**What needs to be done:**
Look below for the line that contains "M1085,765L1118,778L1097,835L1063,817Z", then copy it and each following line exactly, through and including the line that contains "M783,284L1135,418".
*** Block opens ***
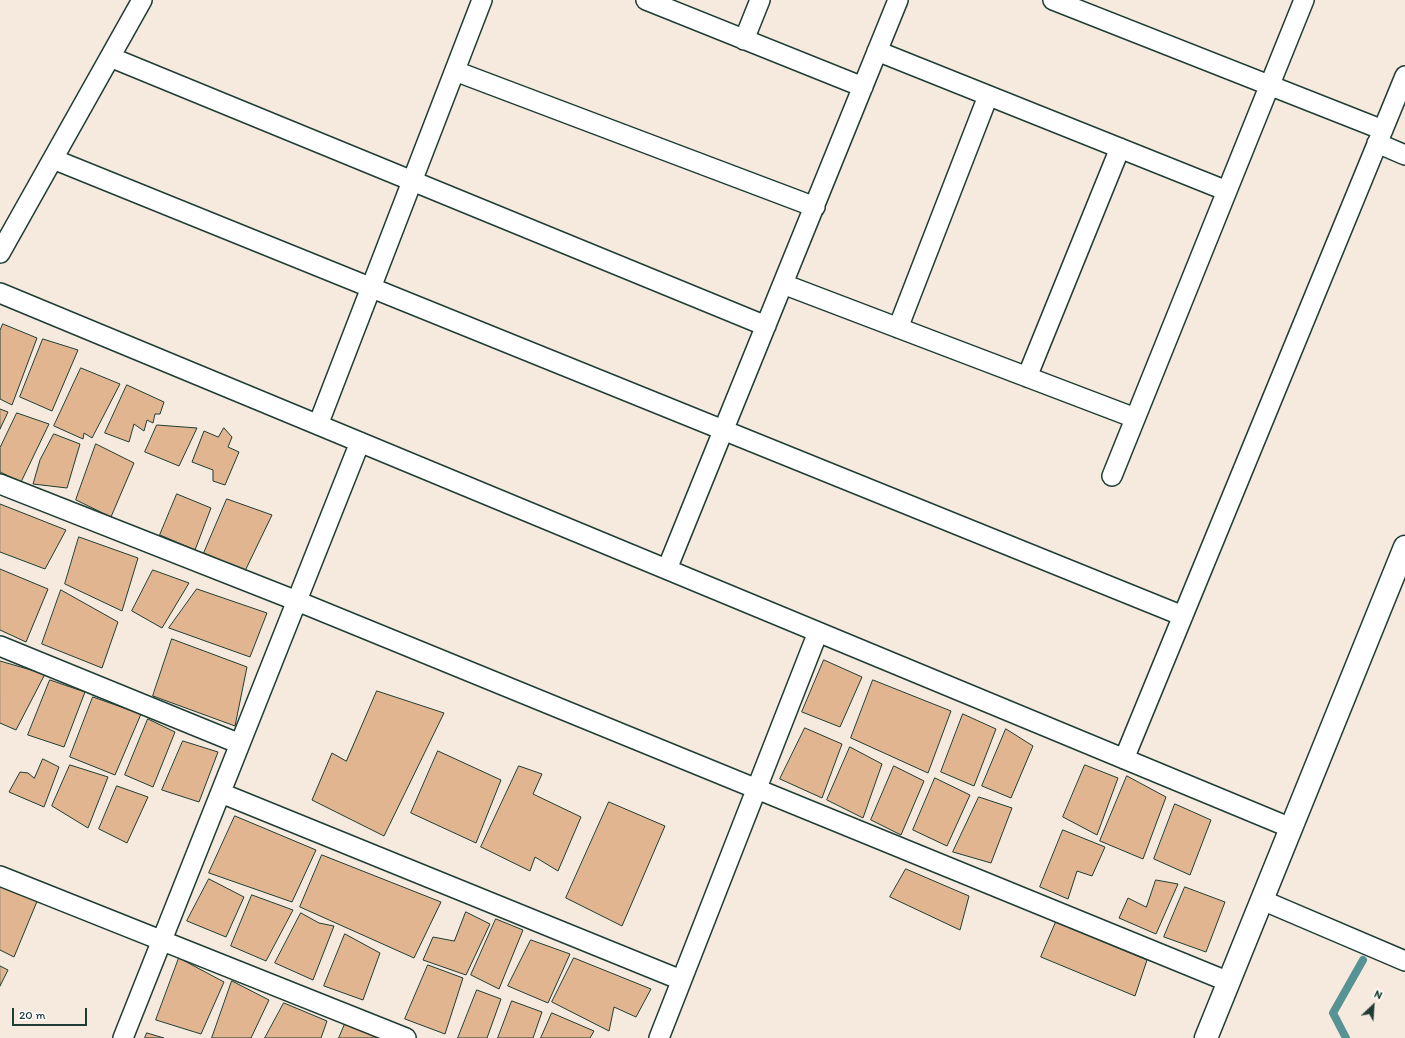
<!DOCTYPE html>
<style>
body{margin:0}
#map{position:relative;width:1405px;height:1038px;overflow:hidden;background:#f6e9de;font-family:Itim,sans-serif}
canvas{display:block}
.north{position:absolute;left:1353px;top:986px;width:40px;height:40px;-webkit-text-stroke:3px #fff;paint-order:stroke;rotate:25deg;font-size:11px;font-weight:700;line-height:16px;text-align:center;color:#1f3d34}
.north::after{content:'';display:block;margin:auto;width:14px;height:18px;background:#1f3d34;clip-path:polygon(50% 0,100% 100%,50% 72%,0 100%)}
.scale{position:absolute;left:12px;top:1008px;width:75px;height:18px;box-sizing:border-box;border:2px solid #1f3d34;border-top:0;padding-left:5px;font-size:12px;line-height:14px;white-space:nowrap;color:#1f3d34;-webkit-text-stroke:3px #fff;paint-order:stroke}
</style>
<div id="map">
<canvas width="1405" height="1038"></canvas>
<div class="north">N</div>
<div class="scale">20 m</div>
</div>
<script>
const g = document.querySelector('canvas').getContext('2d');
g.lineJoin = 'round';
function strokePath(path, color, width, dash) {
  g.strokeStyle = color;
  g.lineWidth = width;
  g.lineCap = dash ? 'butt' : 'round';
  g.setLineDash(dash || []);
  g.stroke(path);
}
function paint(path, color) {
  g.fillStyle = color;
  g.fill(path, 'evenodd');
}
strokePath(new Path2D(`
 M1346,1038L1333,1013L1363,960`), '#579395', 8);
const building = new Path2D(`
 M3,324L37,338L12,405L0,399V331Z
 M43,339L78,350L52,411L20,397Z
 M81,368L120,384L92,438L84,433L83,439L54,426Z
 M127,385L164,402L160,414H155L153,423L147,420L144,431L134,424L129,442L105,433Z
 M0,409L8,412L0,429Z
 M17,413L49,424L21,482L0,472V448Z
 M157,425L197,428L179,466L145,452Z
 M224,428L232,437L228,447L239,452L225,485L213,481V470L192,462L204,431L218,437Z
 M54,434L80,444L67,488L33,484L40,460Z
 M96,444L134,463L111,517L76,500Z
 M177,494L211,508L195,550L160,535Z
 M227,499L272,515L245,571L204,553Z
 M0,504L66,530L45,569L0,552Z
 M79,537L138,558L122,611L65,584Z
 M0,569L48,589L26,642L0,630Z
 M153,570L189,583L162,628L132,611Z
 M197,589L267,613L250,657L169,628Z
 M61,590L118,622L102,668L42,644Z
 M172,639L247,667L235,726L153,696Z
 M824,660L862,677L840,727L802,712Z
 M0,661L45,674L16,730L0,723Z
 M50,680L85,692L64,747L28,735Z
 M873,680L951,711L928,773L851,738Z
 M377,691L444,713L384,836L312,800L332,753L346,761Z
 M93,697L141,714L115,775L70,757Z
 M963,714L996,729L974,786L941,772Z
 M148,719L175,732L153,787L125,775Z
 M805,728L842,744L822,798L780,779Z
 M1006,729L1033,746L1011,798L982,786Z
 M183,741L218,752L199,802L162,790Z
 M850,747L882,764L863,818L827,800Z
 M438,751L501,780L476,843L411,813Z
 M43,759L59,767L44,807L9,792L20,772L28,773L34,778Z
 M70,765L108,777L88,828L52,806Z
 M1085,765L1118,778L1097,835L1063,817Z
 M519,766L542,774L533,794L581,817L558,871L535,857L530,871L481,847Z
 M894,766L924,781L901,835L871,820Z
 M1127,776L1166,797L1143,859L1100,841Z
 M935,778L970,795L947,846L913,830Z
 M117,786L148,797L127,843L99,829Z
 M979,797L1012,808L991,863L953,852Z
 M609,802L665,826L622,926L566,898Z
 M1175,804L1211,820L1190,875L1154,859Z
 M235,816L316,850L292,902L209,873Z
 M1063,830L1105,847L1092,876L1077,871L1068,899L1040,887Z
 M322,855L441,902L414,958L300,907Z
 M906,869L969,896L960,930L890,897Z
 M209,879L244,897L226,937L187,921Z
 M1156,880L1178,884L1156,934L1119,918L1128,898L1146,907Z
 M0,884L38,899L14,957L0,950Z
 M1185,887L1225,902L1206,952L1164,937Z
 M252,895L293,910L266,961L231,946Z
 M466,912L490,924L466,975L423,960L433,937L454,941Z
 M301,913L319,923L334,926L313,980L275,963Z
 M496,919L523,930L499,989L471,975Z
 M1056,922L1147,960L1135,996L1041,957Z
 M345,934L380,953L363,1000L324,986Z
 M531,940L570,954L548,1003L508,986Z
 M179,958L224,982L201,1034L156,1020Z
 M574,958L651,989L636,1017L614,1007L609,1031L552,1002Z
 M428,965L463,978L445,1034L405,1019Z
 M0,966L8,970L0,986Z
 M232,981L269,1000L251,1038H212Z
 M477,990L501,999L487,1038H458Z
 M512,1001L542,1012L533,1038H498Z
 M284,1003L327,1021L321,1038H265Z
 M552,1013L594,1031L590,1038H541Z
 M345,1024L378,1038H339Z
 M147,1033L164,1038H145Z`);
paint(building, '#e0b590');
strokePath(building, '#1f3d34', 1);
const street = new Path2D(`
 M646,0L863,87
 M1053,0L1383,130
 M744,40L760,0
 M877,51L1227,191
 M110,57L766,326
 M455,71L815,207
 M1377,143L1405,155
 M53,159L1183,616
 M0,253L142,0
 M783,284L1135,418
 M0,293L1291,828
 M898,328L988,96
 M1027,377L1120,148
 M318,425L482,0
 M1112,476L1304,0
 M0,484L297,601L1229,982
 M667,569L898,0
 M0,646L240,744
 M1124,759L1405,76
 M221,793L681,980
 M0,876L406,1038
 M1262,900L1405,961
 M123,1038L360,442
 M659,1038L818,632`);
const secondary = new Path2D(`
 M1206,1038L1405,547`);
strokePath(street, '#1f3d34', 22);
strokePath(secondary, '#1f3d34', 25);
strokePath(street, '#fff', 19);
strokePath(secondary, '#fff', 22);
</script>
*** Block closes ***
**The answer:**
 M1085,765L1118,778L1097,835L1063,817Z
 M519,766L542,774L533,794L581,817L558,871L535,857L530,871L481,847Z
 M894,766L924,781L901,835L871,820Z
 M1127,776L1166,797L1143,859L1100,841Z
 M935,778L970,795L947,846L913,830Z
 M117,786L148,797L127,843L99,829Z
 M979,797L1012,808L991,863L953,852Z
 M609,802L665,826L622,926L566,898Z
 M1175,804L1211,820L1190,875L1154,859Z
 M235,816L316,850L292,902L209,873Z
 M1063,830L1105,847L1092,876L1077,871L1068,899L1040,887Z
 M322,855L441,902L414,958L300,907Z
 M906,869L969,896L960,930L890,897Z
 M209,879L244,897L226,937L187,921Z
 M1156,880L1178,884L1156,934L1119,918L1128,898L1146,907Z
 M0,884L38,899L14,957L0,950Z
 M1185,887L1225,902L1206,952L1164,937Z
 M252,895L293,910L266,961L231,946Z
 M466,912L490,924L466,975L423,960L433,937L454,941Z
 M301,913L319,923L334,926L313,980L275,963Z
 M496,919L523,930L499,989L471,975Z
 M1056,922L1147,960L1135,996L1041,957Z
 M345,934L380,953L363,1000L324,986Z
 M531,940L570,954L548,1003L508,986Z
 M179,958L224,982L201,1034L156,1020Z
 M574,958L651,989L636,1017L614,1007L609,1031L552,1002Z
 M428,965L463,978L445,1034L405,1019Z
 M0,966L8,970L0,986Z
 M232,981L269,1000L251,1038H212Z
 M477,990L501,999L487,1038H458Z
 M512,1001L542,1012L533,1038H498Z
 M284,1003L327,1021L321,1038H265Z
 M552,1013L594,1031L590,1038H541Z
 M345,1024L378,1038H339Z
 M147,1033L164,1038H145Z`);
paint(building, '#e0b590');
strokePath(building, '#1f3d34', 1);
const street = new Path2D(`
 M646,0L863,87
 M1053,0L1383,130
 M744,40L760,0
 M877,51L1227,191
 M110,57L766,326
 M455,71L815,207
 M1377,143L1405,155
 M53,159L1183,616
 M0,253L142,0
 M783,284L1135,418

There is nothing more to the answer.